» PROBLEM DETAILS
Which lines in the data below contain the word "street"? Return each of them.

▬▬▬

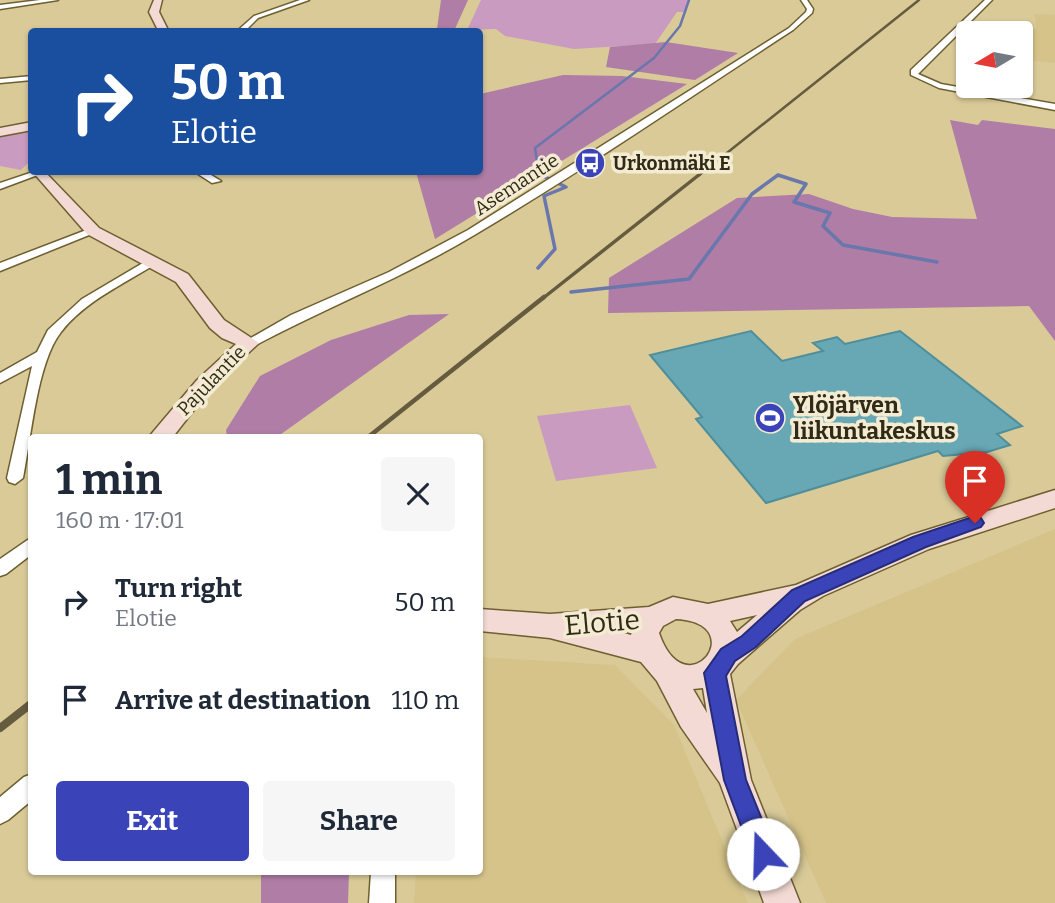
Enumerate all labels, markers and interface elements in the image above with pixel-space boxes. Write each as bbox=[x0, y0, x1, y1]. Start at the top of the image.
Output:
north arrow bbox=[956, 21, 1032, 98]
map controls bbox=[956, 21, 1033, 98]
text: 50 m bbox=[171, 53, 284, 112]
icon: right bbox=[56, 56, 147, 147]
text: Elotie bbox=[171, 113, 257, 151]
bus stop icon: Urkonmäki E bbox=[573, 146, 607, 180]
street label: Asemantie bbox=[470, 149, 563, 220]
place label: Urkonmäki E bbox=[613, 152, 730, 175]
street label: Pajulantie bbox=[172, 340, 250, 420]
place label: Ylöjärven liikuntakeskus bbox=[793, 391, 955, 445]
sports icon: Ylöjärven liikuntakeskus bbox=[753, 401, 787, 435]
pin bbox=[945, 451, 1005, 523]
text: 1 min bbox=[56, 455, 162, 505]
button: close bbox=[381, 457, 455, 531]
icon: arrive bbox=[956, 462, 994, 500]
text: 160 m · 17:01 bbox=[56, 506, 184, 534]
text: Turn right bbox=[115, 573, 242, 604]
icon: right bbox=[56, 583, 94, 621]
text: 50 m bbox=[394, 587, 455, 618]
street label: Elotie bbox=[563, 603, 641, 642]
text: Elotie bbox=[115, 604, 177, 632]
icon: arrive bbox=[56, 681, 94, 719]
text: Arrive at destination bbox=[115, 685, 370, 716]
text: 110 m bbox=[391, 685, 459, 716]
button: Exit bbox=[56, 781, 249, 861]
button: Share bbox=[263, 781, 455, 861]
position arrow bbox=[726, 817, 800, 891]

▬▬▬

» RESULT OF THIS TASK
street label: Asemantie bbox=[470, 149, 563, 220]
street label: Pajulantie bbox=[172, 340, 250, 420]
street label: Elotie bbox=[563, 603, 641, 642]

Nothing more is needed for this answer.